Marital Rape In India: A Constitutional And Socio-Legal Analysis
- IJLLR Journal
- 5 days ago
- 1 min read
Mr. Amaan Tamboli, Maharashtra National Law University Chh. Sambhajinagar (Aurangabad)
ABSTRACT
The debate over marital rape in India isn’t just about tweaking criminal laws anymore—it’s now at the heart of the country’s conversation on consent, equality, and bodily autonomy inside marriage. Even after India overhauled its criminal codes with the Bharatiya Nyaya Sanhita, lawmakers kept the marital rape exception. That means married women still don’t get the same protection from sexual violence as everyone else.
This article looks closely at Shashi Tharoor’s private member’s bill, which pushes to criminalise marital rape. It places the bill within India’s constitutional framework and takes into account the country’s social and legal realities. The piece argues that the exception isn’t just a legal quirk—it builds in a kind of immunity that mostly hurts women who are poor, lower- caste, or financially dependent. For them, sexual coercion in marriage is tangled up with social control and a lack of real choices to leave.

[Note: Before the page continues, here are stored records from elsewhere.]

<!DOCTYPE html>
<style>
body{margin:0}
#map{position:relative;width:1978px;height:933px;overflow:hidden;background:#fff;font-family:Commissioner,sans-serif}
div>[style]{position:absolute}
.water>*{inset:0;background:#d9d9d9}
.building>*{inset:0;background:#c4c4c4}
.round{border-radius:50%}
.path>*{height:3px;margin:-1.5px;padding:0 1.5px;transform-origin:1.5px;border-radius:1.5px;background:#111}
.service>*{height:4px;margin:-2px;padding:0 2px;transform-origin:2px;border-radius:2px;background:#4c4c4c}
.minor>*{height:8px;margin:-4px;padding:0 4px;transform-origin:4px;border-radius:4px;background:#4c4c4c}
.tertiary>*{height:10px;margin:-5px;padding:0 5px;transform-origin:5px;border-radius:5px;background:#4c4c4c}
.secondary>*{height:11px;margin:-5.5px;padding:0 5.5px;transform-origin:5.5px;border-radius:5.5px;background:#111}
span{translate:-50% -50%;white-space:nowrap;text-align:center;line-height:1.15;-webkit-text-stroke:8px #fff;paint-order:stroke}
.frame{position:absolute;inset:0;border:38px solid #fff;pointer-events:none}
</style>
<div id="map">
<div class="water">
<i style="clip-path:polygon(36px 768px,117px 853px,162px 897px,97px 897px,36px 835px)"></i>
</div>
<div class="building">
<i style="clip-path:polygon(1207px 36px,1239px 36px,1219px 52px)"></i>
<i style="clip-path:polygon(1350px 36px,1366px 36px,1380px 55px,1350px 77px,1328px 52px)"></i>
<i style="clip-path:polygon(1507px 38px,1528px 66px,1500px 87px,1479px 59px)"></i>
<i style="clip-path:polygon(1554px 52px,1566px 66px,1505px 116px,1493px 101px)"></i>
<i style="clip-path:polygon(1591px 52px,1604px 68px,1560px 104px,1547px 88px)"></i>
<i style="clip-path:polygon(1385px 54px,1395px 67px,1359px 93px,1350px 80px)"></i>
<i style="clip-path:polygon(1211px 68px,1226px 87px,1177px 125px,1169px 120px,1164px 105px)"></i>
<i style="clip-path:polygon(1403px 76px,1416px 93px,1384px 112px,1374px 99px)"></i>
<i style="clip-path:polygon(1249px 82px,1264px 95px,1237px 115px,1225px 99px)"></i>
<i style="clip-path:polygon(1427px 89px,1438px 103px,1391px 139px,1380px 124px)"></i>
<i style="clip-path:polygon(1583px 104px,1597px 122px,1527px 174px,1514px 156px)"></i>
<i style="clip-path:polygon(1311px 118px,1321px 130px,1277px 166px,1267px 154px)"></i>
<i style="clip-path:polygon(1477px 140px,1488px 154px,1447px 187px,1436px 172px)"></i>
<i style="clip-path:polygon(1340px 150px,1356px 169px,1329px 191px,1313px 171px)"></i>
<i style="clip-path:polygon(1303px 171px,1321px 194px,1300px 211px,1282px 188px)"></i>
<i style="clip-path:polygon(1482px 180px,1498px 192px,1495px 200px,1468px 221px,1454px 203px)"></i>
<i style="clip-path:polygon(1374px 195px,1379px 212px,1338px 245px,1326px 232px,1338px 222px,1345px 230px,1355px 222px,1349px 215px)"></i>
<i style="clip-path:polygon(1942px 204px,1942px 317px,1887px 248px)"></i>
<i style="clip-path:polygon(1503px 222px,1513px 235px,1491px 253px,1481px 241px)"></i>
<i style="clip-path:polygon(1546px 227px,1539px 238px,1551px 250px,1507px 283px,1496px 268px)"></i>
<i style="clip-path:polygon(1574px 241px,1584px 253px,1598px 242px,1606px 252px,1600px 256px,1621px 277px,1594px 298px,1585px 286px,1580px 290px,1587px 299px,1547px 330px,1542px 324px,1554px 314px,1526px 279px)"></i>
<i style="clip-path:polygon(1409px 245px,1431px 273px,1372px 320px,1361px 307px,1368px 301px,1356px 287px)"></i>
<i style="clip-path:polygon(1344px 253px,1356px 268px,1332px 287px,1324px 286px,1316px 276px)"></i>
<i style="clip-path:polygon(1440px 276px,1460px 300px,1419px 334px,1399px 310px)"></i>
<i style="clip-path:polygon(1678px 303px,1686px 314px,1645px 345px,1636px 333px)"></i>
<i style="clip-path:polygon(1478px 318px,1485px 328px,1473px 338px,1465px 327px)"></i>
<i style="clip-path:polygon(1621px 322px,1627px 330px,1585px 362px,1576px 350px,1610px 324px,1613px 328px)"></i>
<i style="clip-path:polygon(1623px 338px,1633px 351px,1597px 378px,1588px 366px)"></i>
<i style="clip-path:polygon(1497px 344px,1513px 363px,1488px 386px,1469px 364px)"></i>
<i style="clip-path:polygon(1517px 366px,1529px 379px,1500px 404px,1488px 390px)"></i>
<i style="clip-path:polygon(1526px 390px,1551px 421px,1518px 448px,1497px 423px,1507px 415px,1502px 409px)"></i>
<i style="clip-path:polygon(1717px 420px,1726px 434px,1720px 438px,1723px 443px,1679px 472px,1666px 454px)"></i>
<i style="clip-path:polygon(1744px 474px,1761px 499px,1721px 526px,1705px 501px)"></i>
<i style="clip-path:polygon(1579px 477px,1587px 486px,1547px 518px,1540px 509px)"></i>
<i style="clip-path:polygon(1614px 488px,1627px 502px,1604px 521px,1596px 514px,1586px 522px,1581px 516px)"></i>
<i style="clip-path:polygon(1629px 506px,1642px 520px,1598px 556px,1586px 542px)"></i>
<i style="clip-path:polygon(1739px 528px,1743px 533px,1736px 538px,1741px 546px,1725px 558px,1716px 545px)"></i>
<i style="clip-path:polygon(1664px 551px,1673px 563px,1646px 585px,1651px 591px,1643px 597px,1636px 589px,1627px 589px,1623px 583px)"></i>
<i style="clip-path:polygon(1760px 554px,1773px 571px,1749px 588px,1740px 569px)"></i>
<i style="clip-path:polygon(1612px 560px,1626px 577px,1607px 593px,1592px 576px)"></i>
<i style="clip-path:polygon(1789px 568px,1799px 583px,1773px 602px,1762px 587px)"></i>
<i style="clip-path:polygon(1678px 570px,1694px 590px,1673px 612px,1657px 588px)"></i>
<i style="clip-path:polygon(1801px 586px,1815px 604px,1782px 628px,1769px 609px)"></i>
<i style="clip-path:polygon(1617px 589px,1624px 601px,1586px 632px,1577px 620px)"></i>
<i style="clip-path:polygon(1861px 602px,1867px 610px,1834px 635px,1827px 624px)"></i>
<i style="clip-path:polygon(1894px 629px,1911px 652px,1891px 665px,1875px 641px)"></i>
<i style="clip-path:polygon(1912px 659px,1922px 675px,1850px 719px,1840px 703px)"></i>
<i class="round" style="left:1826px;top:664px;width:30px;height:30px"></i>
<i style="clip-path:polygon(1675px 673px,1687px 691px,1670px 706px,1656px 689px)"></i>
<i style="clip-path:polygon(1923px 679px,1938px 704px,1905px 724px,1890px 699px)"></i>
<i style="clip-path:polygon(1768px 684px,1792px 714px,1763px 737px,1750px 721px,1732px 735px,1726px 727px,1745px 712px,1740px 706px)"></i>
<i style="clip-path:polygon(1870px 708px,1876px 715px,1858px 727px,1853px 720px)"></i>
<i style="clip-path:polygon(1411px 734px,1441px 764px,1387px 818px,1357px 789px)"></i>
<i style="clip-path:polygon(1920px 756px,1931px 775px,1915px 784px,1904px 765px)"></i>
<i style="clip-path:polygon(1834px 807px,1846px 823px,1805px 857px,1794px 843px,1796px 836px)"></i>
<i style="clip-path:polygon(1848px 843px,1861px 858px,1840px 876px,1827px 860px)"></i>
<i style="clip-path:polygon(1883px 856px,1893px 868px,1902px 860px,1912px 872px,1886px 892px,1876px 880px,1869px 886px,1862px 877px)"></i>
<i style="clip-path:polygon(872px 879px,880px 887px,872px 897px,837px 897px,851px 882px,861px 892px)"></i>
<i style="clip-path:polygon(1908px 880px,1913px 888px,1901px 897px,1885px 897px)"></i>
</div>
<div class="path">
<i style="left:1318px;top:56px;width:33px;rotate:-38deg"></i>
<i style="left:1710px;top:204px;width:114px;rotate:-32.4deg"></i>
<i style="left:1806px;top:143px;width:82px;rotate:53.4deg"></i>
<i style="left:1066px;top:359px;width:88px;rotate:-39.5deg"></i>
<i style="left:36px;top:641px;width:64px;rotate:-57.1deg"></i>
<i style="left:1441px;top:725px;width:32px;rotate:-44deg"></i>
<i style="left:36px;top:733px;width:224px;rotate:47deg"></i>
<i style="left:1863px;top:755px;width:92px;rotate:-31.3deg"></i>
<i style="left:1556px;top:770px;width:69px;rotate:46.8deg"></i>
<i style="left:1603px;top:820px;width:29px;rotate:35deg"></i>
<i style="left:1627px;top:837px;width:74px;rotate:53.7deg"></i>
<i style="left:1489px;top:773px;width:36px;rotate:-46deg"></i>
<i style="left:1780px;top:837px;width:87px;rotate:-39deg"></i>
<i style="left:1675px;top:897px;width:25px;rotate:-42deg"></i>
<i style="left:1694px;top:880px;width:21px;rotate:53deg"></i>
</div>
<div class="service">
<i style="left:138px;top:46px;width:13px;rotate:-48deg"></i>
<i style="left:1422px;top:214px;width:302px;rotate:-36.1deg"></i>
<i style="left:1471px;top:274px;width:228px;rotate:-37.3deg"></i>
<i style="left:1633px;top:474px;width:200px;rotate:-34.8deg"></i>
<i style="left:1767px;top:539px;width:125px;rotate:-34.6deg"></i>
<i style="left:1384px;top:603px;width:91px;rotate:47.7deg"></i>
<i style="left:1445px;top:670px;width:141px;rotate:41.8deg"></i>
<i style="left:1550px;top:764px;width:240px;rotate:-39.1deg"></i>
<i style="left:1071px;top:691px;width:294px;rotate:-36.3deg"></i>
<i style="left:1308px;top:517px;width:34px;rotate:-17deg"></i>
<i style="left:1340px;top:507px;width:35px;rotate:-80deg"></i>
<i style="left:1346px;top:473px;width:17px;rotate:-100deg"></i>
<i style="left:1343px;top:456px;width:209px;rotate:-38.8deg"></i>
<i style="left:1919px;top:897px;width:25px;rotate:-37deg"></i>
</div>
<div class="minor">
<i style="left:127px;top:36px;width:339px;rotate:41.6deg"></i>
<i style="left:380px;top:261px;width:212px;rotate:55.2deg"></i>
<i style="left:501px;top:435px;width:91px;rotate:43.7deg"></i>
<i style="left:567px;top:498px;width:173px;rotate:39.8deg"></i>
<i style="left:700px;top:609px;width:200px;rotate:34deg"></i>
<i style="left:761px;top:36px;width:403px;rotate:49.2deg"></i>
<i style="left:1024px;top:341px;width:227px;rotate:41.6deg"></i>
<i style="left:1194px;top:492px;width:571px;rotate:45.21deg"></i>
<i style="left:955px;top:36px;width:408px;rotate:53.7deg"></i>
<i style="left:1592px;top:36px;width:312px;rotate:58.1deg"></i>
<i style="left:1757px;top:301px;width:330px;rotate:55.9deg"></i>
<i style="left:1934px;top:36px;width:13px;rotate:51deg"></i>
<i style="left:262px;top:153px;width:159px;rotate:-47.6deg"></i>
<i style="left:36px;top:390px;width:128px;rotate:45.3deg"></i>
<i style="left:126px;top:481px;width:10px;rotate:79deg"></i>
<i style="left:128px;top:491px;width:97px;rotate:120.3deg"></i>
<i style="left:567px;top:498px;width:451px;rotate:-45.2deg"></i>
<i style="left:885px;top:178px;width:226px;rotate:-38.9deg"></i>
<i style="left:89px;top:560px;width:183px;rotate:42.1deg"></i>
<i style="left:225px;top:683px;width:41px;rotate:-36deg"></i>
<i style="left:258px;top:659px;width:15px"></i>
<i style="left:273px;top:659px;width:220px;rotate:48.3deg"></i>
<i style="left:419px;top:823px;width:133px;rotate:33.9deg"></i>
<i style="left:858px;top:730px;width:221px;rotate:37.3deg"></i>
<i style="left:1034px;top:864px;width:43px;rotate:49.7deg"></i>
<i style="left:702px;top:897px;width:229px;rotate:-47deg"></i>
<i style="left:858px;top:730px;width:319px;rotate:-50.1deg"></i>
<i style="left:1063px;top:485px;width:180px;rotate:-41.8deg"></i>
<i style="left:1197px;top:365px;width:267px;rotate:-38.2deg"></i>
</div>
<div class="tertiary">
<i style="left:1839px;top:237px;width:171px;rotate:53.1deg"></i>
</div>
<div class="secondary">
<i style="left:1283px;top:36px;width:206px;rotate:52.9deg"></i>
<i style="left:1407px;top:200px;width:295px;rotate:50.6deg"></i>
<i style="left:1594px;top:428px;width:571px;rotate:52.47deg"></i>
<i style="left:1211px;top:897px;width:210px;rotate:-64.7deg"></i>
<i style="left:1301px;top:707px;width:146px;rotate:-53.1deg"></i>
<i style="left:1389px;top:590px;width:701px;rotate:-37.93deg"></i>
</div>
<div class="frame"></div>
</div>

The article doesn’t shy away from the usual arguments against reform— concerns about false cases, threats to marital stability, and whether society is ready. It digs into the data and finds that the idea of widespread false accusations just doesn’t hold up. By looking at existing laws, constitutional rights, and how other countries handle this issue, the article makes a clear case: criminalising marital rape isn’t just a symbolic gesture. It’s a necessary move if India wants its laws to actually reflect consent, dignity, and real equality within families.